Naja, ich habe eine stabile Beziehung, aber ich lebe nicht nur in dieser Beziehung. Ich gehe durch die Welt, und es widerfahren mir auch außerhalb dieser stabilen Ein-Frau-Beziehung Dinge. Und wenn Lieder wirklich nur eine wahre Begebenheit widerspiegeln, dann sind das sehr schwache und arme Lieder. Das heißt, in meinen Liedern sind viele Dinge verdichtet. Ich bin Ende fünfzig, und da kommen auch viele alte, noch nicht verarbeitete Dinge wieder hoch. Und viele Lieder entspringen einfach aus Jux und Völlerei einer Fantasie. Manchmal ist es auch so, dass ich ein Lied singe, und dass sich die Geschichte dazu erst hinterher zuträgt.

Welche Geschichten werden wir in Zukunft von Ihnen zu hören kriegen?

Das weiß ich noch nicht. Ich könnte mir vorstellen, mal ein Buch mit Fiktion zu schreiben. Das wäre vielleicht lustig. Ich weiß aber auch, dass es mir in die Wiege gelegt wurde, Musik zu machen und auf einer Bühne zu stehen. Und ich sehe es mit großem Respekt, dieses Geschenk bekommen zu haben. Ich könnte mir in ein paar Jahren auch vorstellen, Musik zu unterrichten. So nach dem Motto "Wie kann man Leute mit Musik verzaubern - und warum sollte man das überhaupt machen". Ich würde aber nur Leute unterrichten wollen, die sich wirklich dafür interessieren - und nicht solche, die in dem Kurs sitzen, weil sie irgendwas abhaken müssen.

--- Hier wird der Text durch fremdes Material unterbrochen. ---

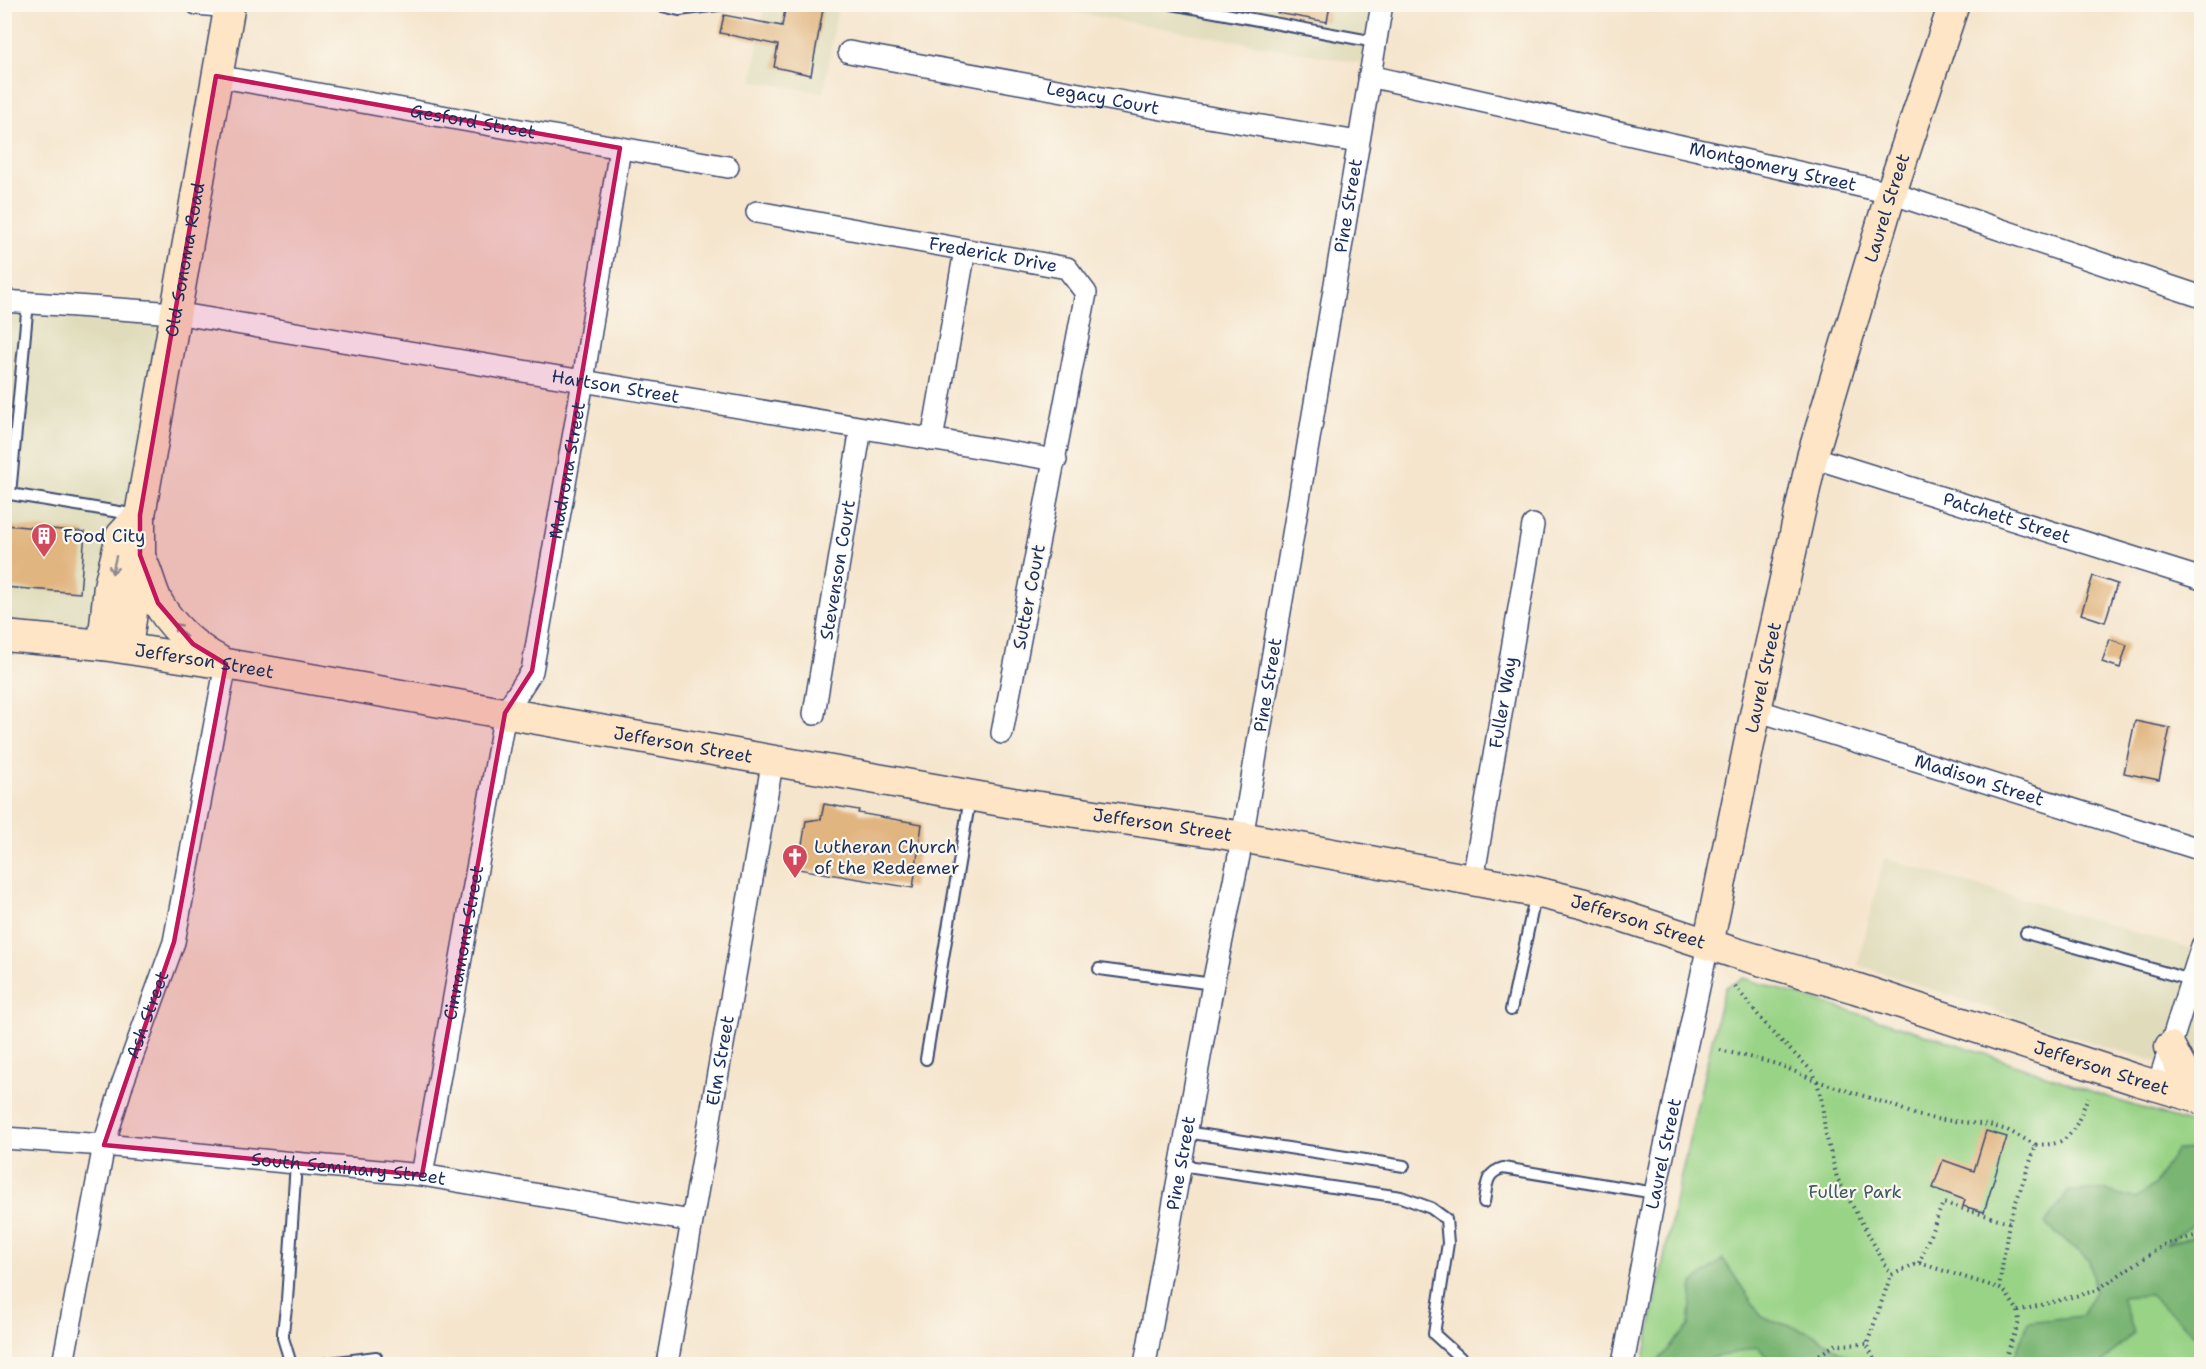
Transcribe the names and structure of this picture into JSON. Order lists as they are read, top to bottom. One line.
{"streets":{"main road":["Laurel Street","Old Sonoma Road","Jefferson Street"],"street":["Legacy Court","Gesford Street","Montgomery Street","Pine Street","Frederick Drive","Hartson Street","Madrona Street","Patchett Street","Stevenson Court","Sutter Court","Fuller Way","Madison Street","Cinnamond Street","Ash Street","Elm Street","South Seminary Street"]},"crossings":[["Legacy Court","Pine Street"],["Gesford Street","Old Sonoma Road"],["Gesford Street","Madrona Street"],["Montgomery Street","Pine Street"],["Montgomery Street","Laurel Street"],["Pine Street","Jefferson Street"],["Laurel Street","Patchett Street"],["Laurel Street","Jefferson Street"],["Laurel Street","Madison Street"],["Frederick Drive","Hartson Street"],["Frederick Drive","Sutter Court"],["Old Sonoma Road","Hartson Street"],["Old Sonoma Road","Jefferson Street"],["Hartson Street","Madrona Street"],["Hartson Street","Stevenson Court"],["Hartson Street","Sutter Court"],["Madrona Street","Jefferson Street"],["Madrona Street","Cinnamond Street"],["Jefferson Street","Fuller Way"],["Jefferson Street","Cinnamond Street"],["Jefferson Street","Ash Street"],["Jefferson Street","Elm Street"],["Cinnamond Street","South Seminary Street"],["Ash Street","South Seminary Street"],["Elm Street","South Seminary Street"]],"parks":["Fuller Park"],"places":{"building":["Food City"],"church":["Lutheran Church of the Redeemer"]}}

Sie sind vor zwei Jahren schon mal beim Zeltspektakel in Winterbach aufgetreten. Erinnern Sie sich daran?

Es war ein echt geiles Konzert mit einer sehr dichten Atmosphäre. Normalerweise mag ich Zelte nicht so, weil der Sound sehr schwierig ist. Aber in Winterbach habe ich daran keine negativen Erinnerungen. Und ich kann mich noch sehr gut an die Bademöglichkeit erinnern. Wahrscheinlich ist es der Fluss, der da hinten vorbei rinnt. Es war ein sehr heißer Tag, und man konnte gut drin schwimmen. Ich freue mich sehr auf das Konzert.